Physics Central, which links to American Physical Society Sites, yesterday posted “Physics in Verse: A John Updike Poem about Neutrinos.”
“There is a long history of poets taking Nature as their muse, from the call of the sea to the draw of the wild. But poems about physics phenomena are harder to find,” Tamela Maciel writes. “Updike was not a physicist, but he did a remarkable job describing the current view of the physics community, as this article from Symmetry magazine unravels.”
Cosmic Gall
by John Updike
Neutrinos, they are very small.
They have no charge and have no mass
And do not interact at all.
The earth is just a silly ball
To them, through which they simply pass,
Like dustmaids down a drafty hall
Or photons through a sheet of glass.
They snub the most exquisite gas,
Ignore the most substantial wall,
Cold-shoulder steel and sounding brass,
Insult the stallion in his stall,
And, scorning barriers of class,
Infiltrate you and me!
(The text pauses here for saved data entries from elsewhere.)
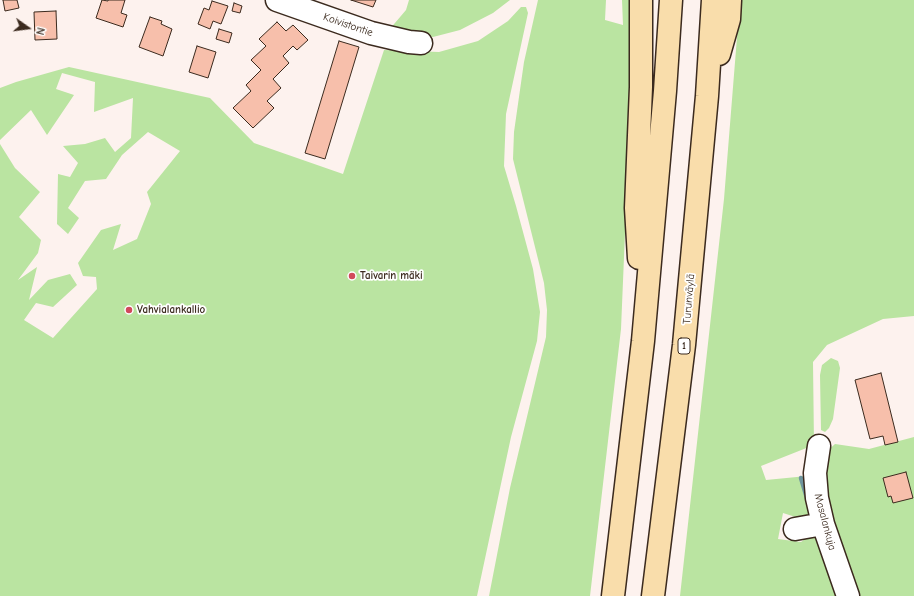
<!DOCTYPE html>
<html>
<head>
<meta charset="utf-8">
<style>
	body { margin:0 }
	#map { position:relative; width:914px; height:596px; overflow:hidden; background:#fdf2ee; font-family:"Comic Neue",sans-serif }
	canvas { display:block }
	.north { position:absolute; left:8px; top:8px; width:40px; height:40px; -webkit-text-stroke:3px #fff; paint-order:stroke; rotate:104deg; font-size:11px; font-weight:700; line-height:16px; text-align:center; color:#3b2a1e }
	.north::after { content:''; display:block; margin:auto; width:14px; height:18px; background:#3b2a1e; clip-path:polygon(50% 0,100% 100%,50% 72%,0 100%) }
</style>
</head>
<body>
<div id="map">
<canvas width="914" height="596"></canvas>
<div class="north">N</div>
</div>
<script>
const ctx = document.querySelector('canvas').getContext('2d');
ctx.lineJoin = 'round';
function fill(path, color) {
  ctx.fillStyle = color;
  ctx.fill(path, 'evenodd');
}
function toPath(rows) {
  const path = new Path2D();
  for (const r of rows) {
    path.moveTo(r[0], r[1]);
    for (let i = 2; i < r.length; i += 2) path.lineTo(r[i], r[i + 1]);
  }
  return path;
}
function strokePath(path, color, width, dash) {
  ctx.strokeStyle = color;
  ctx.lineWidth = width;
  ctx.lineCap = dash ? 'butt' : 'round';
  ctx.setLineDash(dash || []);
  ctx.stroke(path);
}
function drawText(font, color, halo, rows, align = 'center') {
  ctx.font = font + ' "Comic Neue",sans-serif';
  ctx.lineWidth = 3.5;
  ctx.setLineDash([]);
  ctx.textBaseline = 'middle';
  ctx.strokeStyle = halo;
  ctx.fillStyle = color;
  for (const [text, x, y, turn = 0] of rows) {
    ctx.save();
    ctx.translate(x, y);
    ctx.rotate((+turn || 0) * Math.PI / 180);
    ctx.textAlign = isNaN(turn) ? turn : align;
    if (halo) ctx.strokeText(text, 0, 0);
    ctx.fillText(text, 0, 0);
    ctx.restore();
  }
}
fill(toPath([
	[409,0,510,0,493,13,460,30,433,37,389,30,406,10],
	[538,0,606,0,605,20,623,25,622,0,634,0,632,66,621,329,590,596,489,596,510,488,546,337,547,310,544,283,513,159,514,132,524,62],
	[740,0,914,0,914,316,883,319,827,345,813,362,814,445,761,466,766,480,807,476,816,520,808,521,783,513,778,539,801,542,819,529,839,596,680,596,724,199],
	[521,7,526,7,528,13,506,114,504,166,516,206,533,269,540,312,537,341,511,437,477,596,0,596,0,144,15,168,40,192,19,217,41,240,38,253,18,280,37,267,29,300,48,280,70,274,77,285,53,307,36,303,24,320,53,338,97,289,96,277,83,276,78,263,101,230,121,224,113,250,137,239,151,204,147,192,180,151,148,132,122,155,106,179,85,181,68,208,79,218,68,234,57,224,58,174,70,177,78,163,63,146,85,144,105,138,115,152,131,138,133,98,94,112,95,82,62,73,56,89,74,95,47,135,31,110,0,140,0,88,16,82,69,67,210,98,254,143,343,174,384,50,439,52,478,41,508,21],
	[831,358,838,361,840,368,833,419,829,428,825,432,821,430,820,375,822,365],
	[914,437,914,596,854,596,821,482,824,454,835,444,869,449]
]), '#bae4a1');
strokePath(toPath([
	[801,478,807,498]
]), '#6e949d', 4.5);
const building = toPath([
	[3,0,17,0,19,8,5,11,3,0],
	[102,0,108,1,108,0,125,0,121,13,127,15,123,27,96,18,102,0],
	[351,0,376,0,373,7,351,0],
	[212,1,228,6,221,24,213,21,210,29,198,24,204,8,209,10,212,1],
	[234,3,242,6,240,13,232,11,234,3],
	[56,11,57,39,35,40,34,12,56,11],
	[150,17,162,21,161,24,172,29,163,56,139,47,150,17],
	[277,22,286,31,293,25,308,40,297,50,293,46,283,56,289,63,273,79,281,88,267,101,274,108,253,128,233,108,251,91,246,85,261,70,251,60,266,46,259,39,277,22],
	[219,29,232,33,229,43,216,39,219,29],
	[339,41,359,47,325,159,305,153,339,41],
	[197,46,216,52,208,78,189,72,197,46],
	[881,373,898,442,885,445,883,436,870,439,855,380,881,373],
	[906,472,913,498,893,503,891,496,888,497,883,478,906,472]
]);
fill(building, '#f7bfab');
strokePath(building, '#3b2a1e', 1);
const minor = toPath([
	[277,0,371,33,409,42,421,43],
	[819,446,815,473,817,498,823,524,848,596],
	[795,529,823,524]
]);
const highway = toPath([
	[719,54,729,19,730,0],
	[639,258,636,208,641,87,641,0],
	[613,596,643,341,665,91,671,0],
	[653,596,684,345,707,96,713,0]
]);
strokePath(minor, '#3b2a1e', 25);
strokePath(highway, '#3b2a1e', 25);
strokePath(minor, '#fff', 22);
strokePath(highway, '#f9ddab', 22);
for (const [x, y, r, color] of [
	[352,276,4,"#d1495b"],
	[129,310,4,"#d1495b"]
]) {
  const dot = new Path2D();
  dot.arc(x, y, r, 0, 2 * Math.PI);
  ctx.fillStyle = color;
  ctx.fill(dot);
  strokePath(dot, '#fff', 1.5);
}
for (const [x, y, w] of [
	[684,346,12]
]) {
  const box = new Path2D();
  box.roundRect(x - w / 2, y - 8, w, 16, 3);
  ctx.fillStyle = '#fff';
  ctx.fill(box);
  strokePath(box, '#3b2a1e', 1);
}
drawText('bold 10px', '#3b2a1e', null, [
	["1",684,346]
]);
drawText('11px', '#3b2a1e', '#fff', [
	["Koivistontie",348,25,19],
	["Turunväylä",689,299,-85],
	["Masalankuja",825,522,75]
]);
drawText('bold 11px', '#3b2a1e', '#fff', [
	["Taivarin mäki",360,276],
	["Vahvialankallio",137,310]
], 'left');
</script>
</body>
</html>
Like tall
And painless guillotines, they fall
Down through our heads into the grass.
At night, they enter at Nepal
And pierce the lover and his lass
From underneath the bed—you call
It wonderful; I call it crass.
Pictured is “The first observation of a neutrino-induced reaction in a hydrogen bubble chamber. An invisible neutrino arrives from the right and strikes a proton where the three tracks join. The proton, a muon, and a pion then fly off in different directions.”